American, French and European Oak

Oak Barrels

Good wood does not make a great wine, it reveals it!

Oak barrel fermentation and aging

What Oak barrel fermentation and aging adds to wine.


Since the Roman Empire, WHITE OAK has been the tree of choice for winemaking.

But the technique of maturing wines in barrels started in the 18th century.

Each barrel is hand-made by a cooper (the person who makes the barrel) and placed over an open flame.

Traditionally, the interior of the staves were heated to make them easier to bend, while today winemakers choose the toast level to differentiate the character of their wines.

Barrels that have been used 2-3 years become “neutral” because they add no aromas.

A winemaker can use oak as a chef can use salt. He can use too little and he can use too much.

He can use a little, just to bring out new flavors, or use more to let the oak play a more important role.

However, just as a chef can use too much salt, so can a winemaker use too much oak.

If a wine tastes oak, instead of fruit, we say that the wine is not well balanced.


AMERICAN OAK: vanilla, dill, coconut.

FRENCH OAK: vanilla, holiday spices, nutmeg, clove, allspice, dried ginger.

EUROPEAN OAK: vanilla, herbal, sweet spices, clove, cinnamon.


AMERICAN OAK: vanilla, honey, caramel, toast, roasted nuts, strong coconut, roast coffee, cocoa.

FRENCH OAK: cedar, cigar box, chocolate, allspice, nutmeg, clove.
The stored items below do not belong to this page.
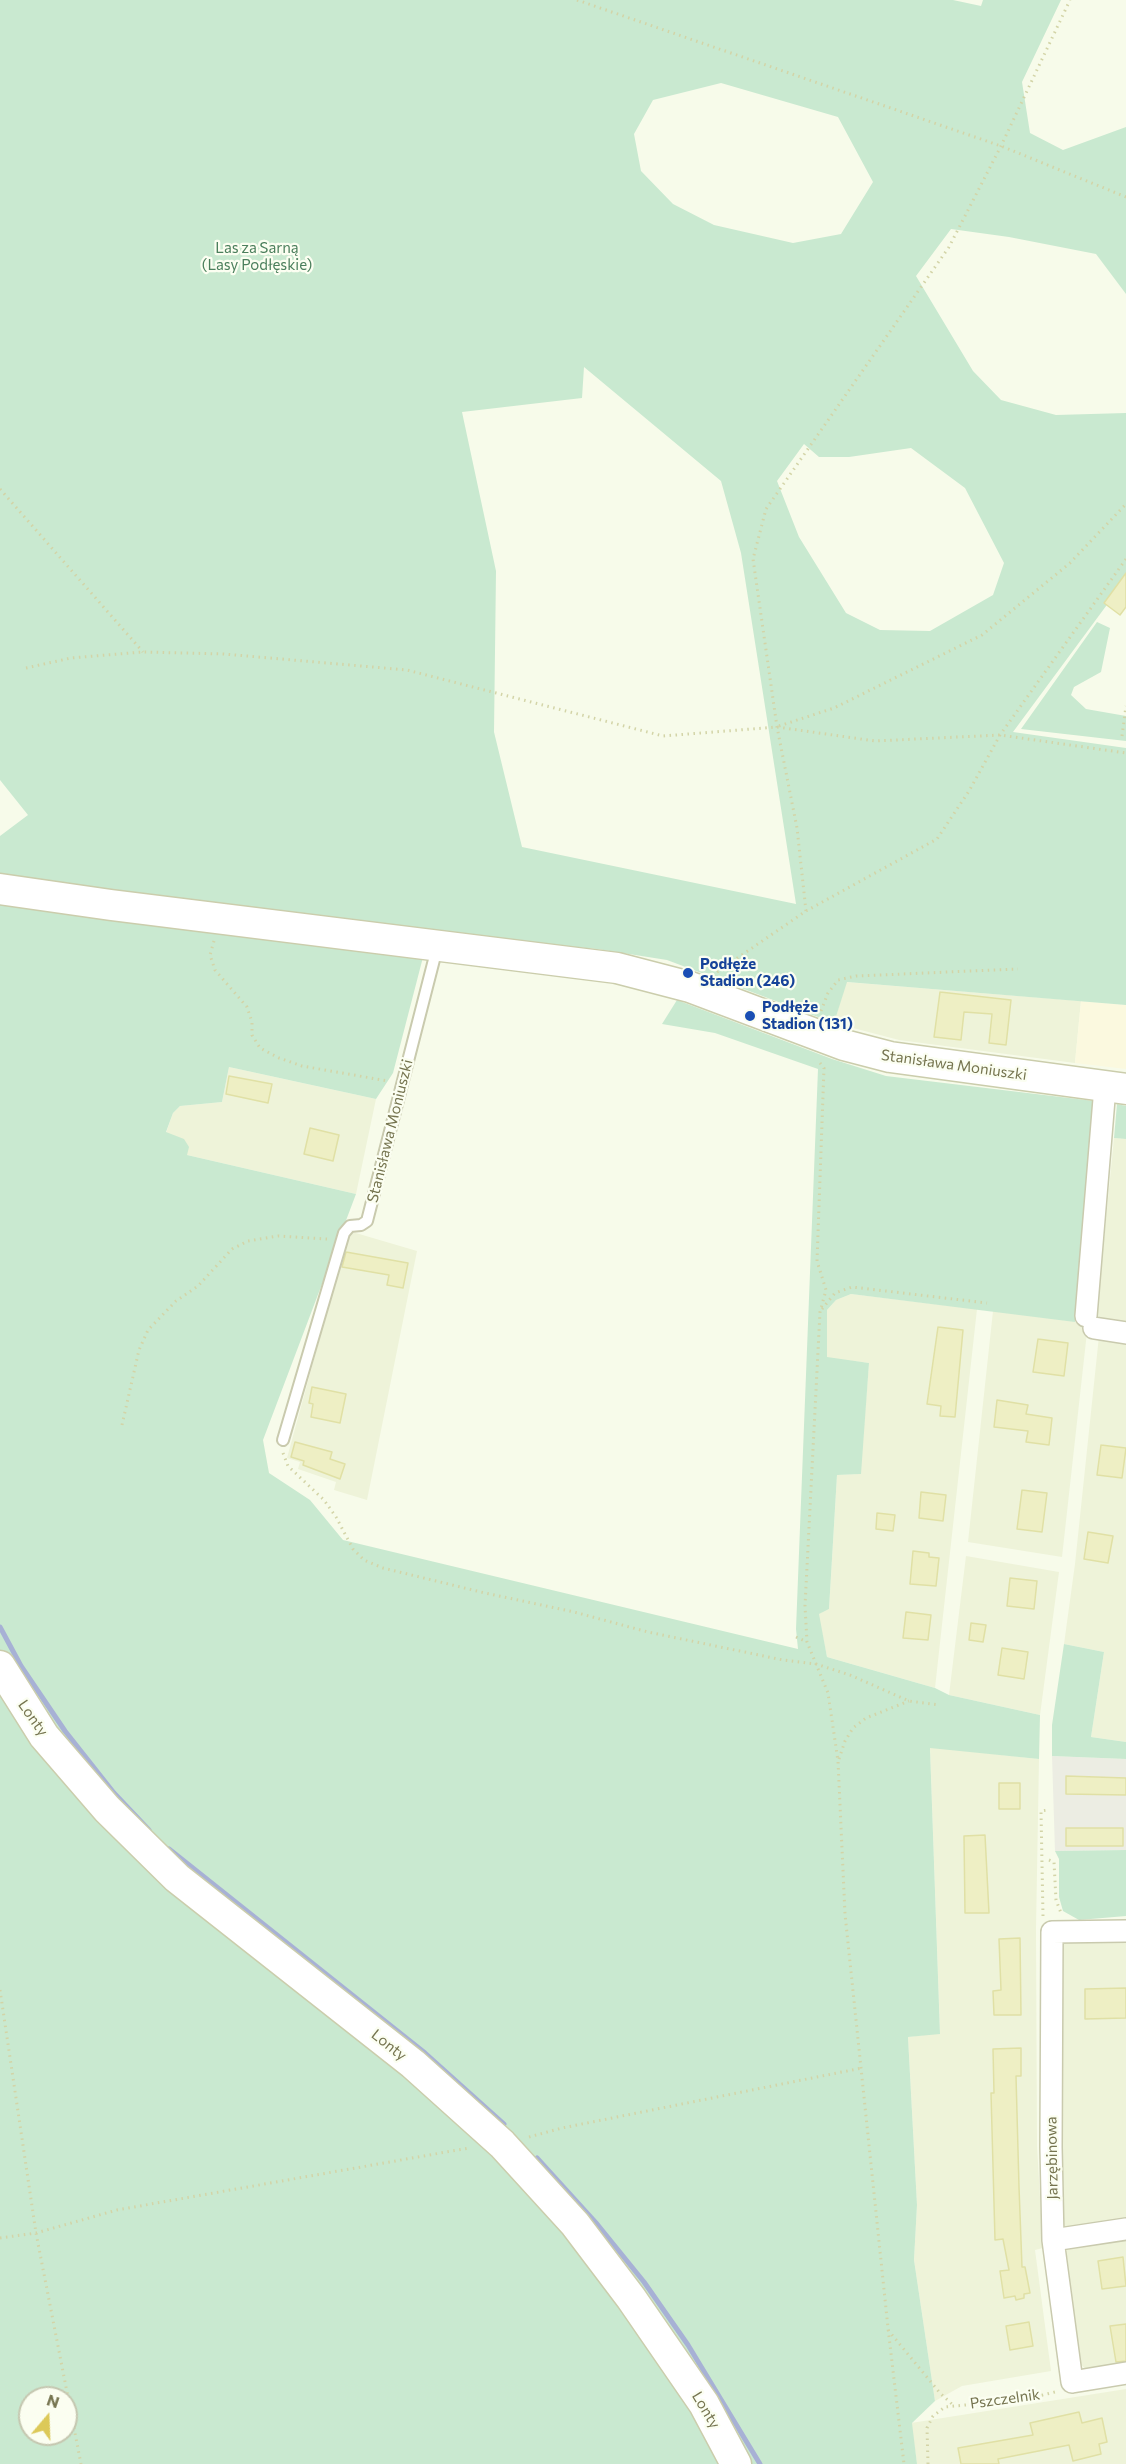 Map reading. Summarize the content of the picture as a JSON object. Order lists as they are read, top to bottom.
{
  "streets": {
    "street": ["Stanisława Moniuszki", "Lonty", "Jarzębinowa"],
    "path": ["Pszczelnik"]
  },
  "crossings": [
    ["Jarzębinowa", "Pszczelnik"]
  ],
  "parks": ["Las za Sarną (Lasy Podłęskie)"],
  "places": ["Podłęże Stadion (246)", "Podłęże Stadion (131)"],
  "north": "top"
}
EUROPEAN OAK: strong butterscotch, banana, allspice.


AMERICAN OAK: vanilla, strong roast coffee, espresso, caramel, smocke.

FRENCH OAK: crème brûlée, cedar, smocke, cinnamon, ginger, clove.

EUROPEAN OAK: vanilla, strong spices, butterscotch, toffee.


Vanilla, caramel, chocolate, cocoa, toast, coffee, mocha, toffee, toasted almond, roasted nuts, allspice, cinnamon , cardamom, cedar, butterscotch, clove, spice, smoke, crème brûlée, banana, tobacco, cigar box, coconut, brown sugar, nutmeg, ginger, honey, baking bread, cream, hazelnut, espresso, roasted coffee bean, toasted marshmallow.

French Oak

French Oak produces more woody spices and more silky textures.

French oak barrels are the most expensive. They cost around 1000 USD each. A 225 liters barrel produces 300 bottles (0,75 Cl) and its cost adds to the final price.

Barrels have different sizes: 228 liters in Burgundy, 212 liters in Pouilly-Fuissé, 225 liters in Bordeaux and 232 liters in Loire Valley.

Barrels have also different names: "barrique" in Bordeaux, "pièce" in Burgundy.

"Tonneau" in Bordeaux is a big barrel. It contains 900 liters, the same as 4 barriques. Muids (rare) 1,200 liters. Demi-muids 600 liters. Queue (equivalent to two pièces) 456 liters. Feuillette bourguignonne 114 liters (in Chablis 132 liters).

French Oak is very popular for aging premium wines. It tends to add more delicate flavors than other types of oak.

Pinot Noir and Chardonnay love French Oak because they soak up the flavors better than many other grapes.

American Oak

American Oak produces stronger flavors like coconut and vanilla.

American Oak is often used to add a creamy texture to otherwise lighter and fruitier wine types.

Spanish wines are typically aged in American oak.

European Oak

European Oak (Hungarian, Slovenian) is a midway point between French and American oak.

Virgin Wine

Virgin Wine is a wine that has never seen wood.

Aging in vats (steel tanks) preserves the youth and freshness of a wine. Vats are mainly used for wines that are to be drunk young.

The stainless steel advantages are: durability (last a lifetime), cost, purity (don't impart flavor, wine retain structure -crisp, fresh,light- and fruit flavors), cleaning (easier to clean) and control over oxigen exposure.